Mr Madanjeet Singh was with UNESCO in Paris as Director in the Cultural Sector from 1982 to 1985. The UNESCO-Madanjeet Singh Prize for the Promotion of Tolerance and Non-Violence, which was created by the U.N. organisation’s executive board at its meetings in Paris and Fez in 1995, marking the 125th birth anniversary of Mahatma Gandhi, is supported a donation by him and officially honours “his lifelong commitment to the cause of peace and tolerance.”

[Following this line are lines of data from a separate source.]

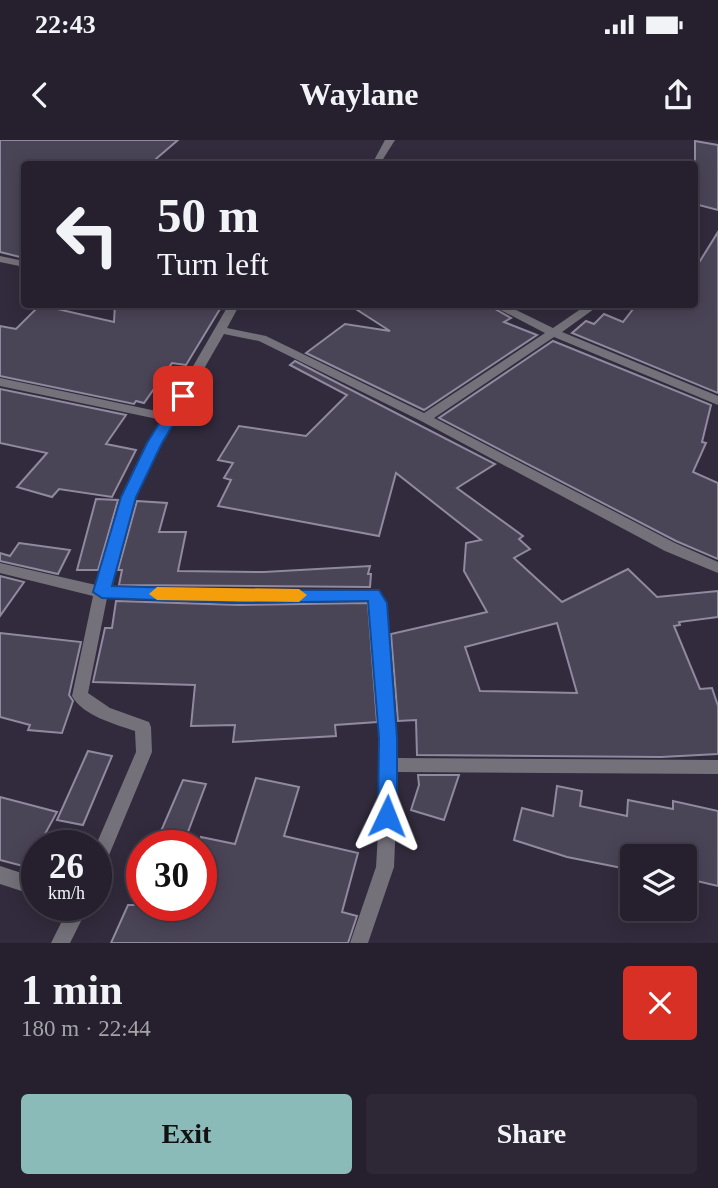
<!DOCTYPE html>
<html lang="en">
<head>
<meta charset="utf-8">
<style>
	:root { --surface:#26202e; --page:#2e2836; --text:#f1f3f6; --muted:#a4a3aa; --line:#423e4a; --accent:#8bbbb9 }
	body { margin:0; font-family:"Times New Roman",serif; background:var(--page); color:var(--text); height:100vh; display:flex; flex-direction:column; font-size:26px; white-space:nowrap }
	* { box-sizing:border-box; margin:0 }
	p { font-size:23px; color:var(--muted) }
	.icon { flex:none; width:38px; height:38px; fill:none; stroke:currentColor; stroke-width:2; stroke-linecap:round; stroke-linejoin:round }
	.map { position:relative; height:803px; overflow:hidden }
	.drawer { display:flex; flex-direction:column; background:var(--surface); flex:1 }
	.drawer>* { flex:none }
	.guide { position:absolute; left:21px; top:21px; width:677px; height:147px; border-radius:7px; box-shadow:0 4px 18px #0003,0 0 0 2px var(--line); background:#26202e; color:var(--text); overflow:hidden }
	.buttons { position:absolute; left:620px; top:704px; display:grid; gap:14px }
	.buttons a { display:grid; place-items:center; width:77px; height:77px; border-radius:7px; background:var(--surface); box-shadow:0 4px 18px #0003,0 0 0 2px var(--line); font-size:35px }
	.speed { position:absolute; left:21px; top:690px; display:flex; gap:14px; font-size:35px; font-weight:700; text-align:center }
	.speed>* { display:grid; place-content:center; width:91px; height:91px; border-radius:50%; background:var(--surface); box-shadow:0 4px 18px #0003,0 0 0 2px var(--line); line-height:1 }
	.speed small { font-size:18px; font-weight:400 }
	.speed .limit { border:10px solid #d22; background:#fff; color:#111 }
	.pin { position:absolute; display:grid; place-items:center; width:60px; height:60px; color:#fff; margin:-30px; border-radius:14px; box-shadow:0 4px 10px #0006 }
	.me { position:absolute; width:77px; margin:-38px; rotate:2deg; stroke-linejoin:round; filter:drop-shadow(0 0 5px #0008) }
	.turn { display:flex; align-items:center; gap:24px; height:147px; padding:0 21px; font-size:32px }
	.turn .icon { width:91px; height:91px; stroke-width:2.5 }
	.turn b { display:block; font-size:49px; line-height:60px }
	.round { display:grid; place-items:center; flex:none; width:74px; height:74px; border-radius:7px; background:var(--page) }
	.head { display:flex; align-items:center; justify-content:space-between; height:119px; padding:0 21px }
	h1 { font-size:42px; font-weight:700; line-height:52px }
	.cta { display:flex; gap:14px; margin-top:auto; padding:14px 21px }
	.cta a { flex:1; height:80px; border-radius:7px; background:var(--accent); color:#111; font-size:28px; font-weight:700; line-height:80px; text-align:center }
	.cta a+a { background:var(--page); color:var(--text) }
	.status { display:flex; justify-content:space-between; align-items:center; height:49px; padding:0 35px; background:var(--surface); direction:ltr }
	.status svg { height:19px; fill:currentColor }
	header { display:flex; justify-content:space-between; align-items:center; height:91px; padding:0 21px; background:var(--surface); font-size:32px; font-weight:700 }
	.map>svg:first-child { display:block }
	.building { fill:#4a4457; stroke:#90899f; stroke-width:2; fill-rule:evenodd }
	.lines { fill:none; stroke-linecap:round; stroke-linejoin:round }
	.minor { fill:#74717a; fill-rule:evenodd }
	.route { fill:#1a73e8; stroke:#114b97; stroke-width:2 }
	.slow { fill:#f59e0b }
</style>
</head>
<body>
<div class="status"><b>22:43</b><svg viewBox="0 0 49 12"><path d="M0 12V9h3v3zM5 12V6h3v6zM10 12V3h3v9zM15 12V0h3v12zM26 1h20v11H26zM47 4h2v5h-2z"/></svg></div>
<header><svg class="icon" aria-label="back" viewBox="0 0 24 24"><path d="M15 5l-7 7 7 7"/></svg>Waylane<svg class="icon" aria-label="share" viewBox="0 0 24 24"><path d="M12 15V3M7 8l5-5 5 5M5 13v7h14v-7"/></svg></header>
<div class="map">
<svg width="718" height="803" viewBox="0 0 718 803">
	<rect width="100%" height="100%" fill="#322b3d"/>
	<!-- building -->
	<g class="building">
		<path d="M0,0h178l-28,24h-126v94l-24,-6z"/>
		<path d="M695,1l23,4v65l-23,-6z"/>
		<path d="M718,92v161l-146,-60 14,-12 8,3 10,-10 19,8 14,-18h58v-35z"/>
		<path d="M115,164h108l-37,61 -14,-2 -28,40 -8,-2 -2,3 -134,-28v-50l16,3 24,-24 74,17z"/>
		<path d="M348,164h138l25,14 -7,4 33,13 -113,75 -118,-57 39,-29 45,7z"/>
		<path d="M553,201l158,64 -9,37 4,1 -13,29 25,11v76l-42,-18 -237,-123z"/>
		<path d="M295,221l200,103 -38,24 66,48 -4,3 11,10 -16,9 48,44 66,-33 29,28 61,-6v26l-39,5 1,3 -6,1 26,63 12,-1 6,18v48l-57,3 -244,-2 -1,-35 -18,1 -7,-87 96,-22 -23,-41 2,-28 15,-3 -85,-67 -17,63 -161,-30 13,-26 -7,-2 9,-15 -15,-3 21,-34 67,10 41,-41 -57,-30zM557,483l20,70 -97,-2 -15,-44z"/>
		<path d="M0,249l126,26 -20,29 30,6 -24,47 -53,-8 -7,8 -35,-10 30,-34 -47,-10z"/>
		<path d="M96,359l22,1 -20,70h-21z"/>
		<path d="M137,361l30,2 -8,29h27l-8,39 86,1 106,-6 -2,8h3l-1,13 -251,-2 3,-15h-4z"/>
		<path d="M19,403l51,7 -12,24 -58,-13v-8l10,3z"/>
		<path d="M0,436l24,6 -24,34z"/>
		<path d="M116,461l123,4 129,-2 9,119 -42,3 1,11 -103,6 2,-17 -44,1 4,-41 -102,-3 12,-54h7z"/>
		<path d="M0,493l81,9 -12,53 4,6 -11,32 -34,-3 2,-5 -30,-8z"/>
		<path d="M88,611l24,5 -29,69 -26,-5z"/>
		<path d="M418,635h41l-15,45 -33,-10 8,-25z"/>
		<path d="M256,638l43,9 -15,49 74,17 -16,59 15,4 -9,27h-237l17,-38h73v-68l34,7z"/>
		<path d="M183,640l23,4 -23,61h-28z"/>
		<path d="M557,646l25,5 -2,15 47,10 1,-16 45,9v-8l45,10v75l-34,-8v-22h-52v14l-65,-13 -53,-17 8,-32 31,8z"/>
		<path d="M0,657l57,15 -30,55 -27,-7z"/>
	</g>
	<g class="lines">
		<!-- minor -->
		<g class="minor">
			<path d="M385,0h10l-15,24h-8z"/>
			<path d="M0,116l24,5v6l-24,-5z"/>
			<path d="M229,164h11l-13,24 39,8 158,77 121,-80 -56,-29h15l49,24 35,-24h13l-39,28 156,64v9l-164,-68 -120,81 241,125 43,19v11l-53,-22 -244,-130 -162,-80 -35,-7 -63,109 -25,54 -26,90 129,3h139l8,13 12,155 320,2v14l-320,-2 -4,95 -26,76h-18l26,-76 6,-102 -10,-161 -3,-4 -130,2 -132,-4 -19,95 22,15 39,14 2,5 1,25 -50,120 -6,2v-29l40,-93 -1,-21c-20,-7 -52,-15 -63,-35l21,-100 -93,-23v-10l96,22 26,-88 40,-77 -162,-34v-8l166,35z"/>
			<path d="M0,726l37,12v18l-37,-12z"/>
			<path d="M70,765h19l-19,38h-19z"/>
		</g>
	</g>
	<!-- route -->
	<path class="route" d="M183,252l7,4 -28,47 -26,54 -24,89 127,4h140l8,13 10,135v78l-3,6 -7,3 -7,-3 -2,-6 1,-78 -11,-137 -129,2 -137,-5 -9,-6 28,-95 26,-54 31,-50z"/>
	<!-- slow -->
	<path class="slow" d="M157,447l142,2 8,6 -8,7 -142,-2 -8,-6z"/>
</svg>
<div class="buttons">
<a><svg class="icon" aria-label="layers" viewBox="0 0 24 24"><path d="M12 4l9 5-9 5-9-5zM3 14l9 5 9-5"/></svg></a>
</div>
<div class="speed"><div>26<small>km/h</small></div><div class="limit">30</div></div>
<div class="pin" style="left:183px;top:256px;background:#d93025"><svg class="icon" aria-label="arrive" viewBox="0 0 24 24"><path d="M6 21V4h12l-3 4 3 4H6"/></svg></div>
<svg class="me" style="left:387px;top:676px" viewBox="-20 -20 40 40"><path d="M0-17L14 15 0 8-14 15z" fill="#1a73e8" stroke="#fff" stroke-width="4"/></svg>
<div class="guide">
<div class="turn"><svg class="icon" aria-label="left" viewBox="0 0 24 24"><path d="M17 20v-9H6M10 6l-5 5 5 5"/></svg><div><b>50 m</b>Turn left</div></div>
</div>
</div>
<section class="drawer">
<div class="head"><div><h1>1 min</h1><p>180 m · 22:44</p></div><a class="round" style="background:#d93025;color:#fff"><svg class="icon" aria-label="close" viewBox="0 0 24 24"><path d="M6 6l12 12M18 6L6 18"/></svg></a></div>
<div class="cta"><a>Exit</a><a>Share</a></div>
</section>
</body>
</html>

His books and monographs include Indian Sculpture in Bronze and Stone (1951), Etruscan Cave Painting (1953), India, Painting from Ajanta Caves (1954), Indian Miniatures (1963), Ajanta, Paintings of the Sacred and the Secular (1964), Himalayan Art (1968), The White Horse (1976), Madanjeet, The Early Sixties (1986), This My People (1989), The Sun in Myth and Art (1993), Renewable Energy of the Sun (1996), The Timeless Energy of the Sun (1998), The Sasia Story (2005), The Oral and Intangible Heritage of South Asia (2007), and Culture of the Sepulchre: Idi Amin’s Monster Regime (2012). He was well into the writing of another book when the end came.

Mr. Madanjeet Singh’s paintings, which first caught the attention of Prime Minister Jawaharlal Nehru, who had him sponsored for a scholarship abroad, were exhibited at the 1953 Biennale in Venice. Some of his works were purchased by the Museum of Modern Art, Stockholm. He produced an award-winning documentary in Rome on the Buddhist paintings in Ajanta caves.

As Ram Rahman recalled on Sunday, even in Indian photography history, he has an important place. His work done from the mid-1940s to the mid-1950s in India forms an important body of work.

Madanjeet Singh’s father, Dodger Singh, who was a Professor at Banaras Hindu University, held for a while a distinguished position offered to him by the Maharaja of Travancore, now part of Kerala. His mother was Sumitra Kaur.

PM’s condolences

In New Delhi, Prime Minister Manmohan Singh condoled the demise of Madanjeet Singh. He conveyed his condolences to the family and friends, a PMO release said. Madanjeet, a humanist and philanthropist, had conceived institutions to provide valuable service in the common goal of building a better and closer South Asia and was recognised as an ambassador of peace and goodwill, it said.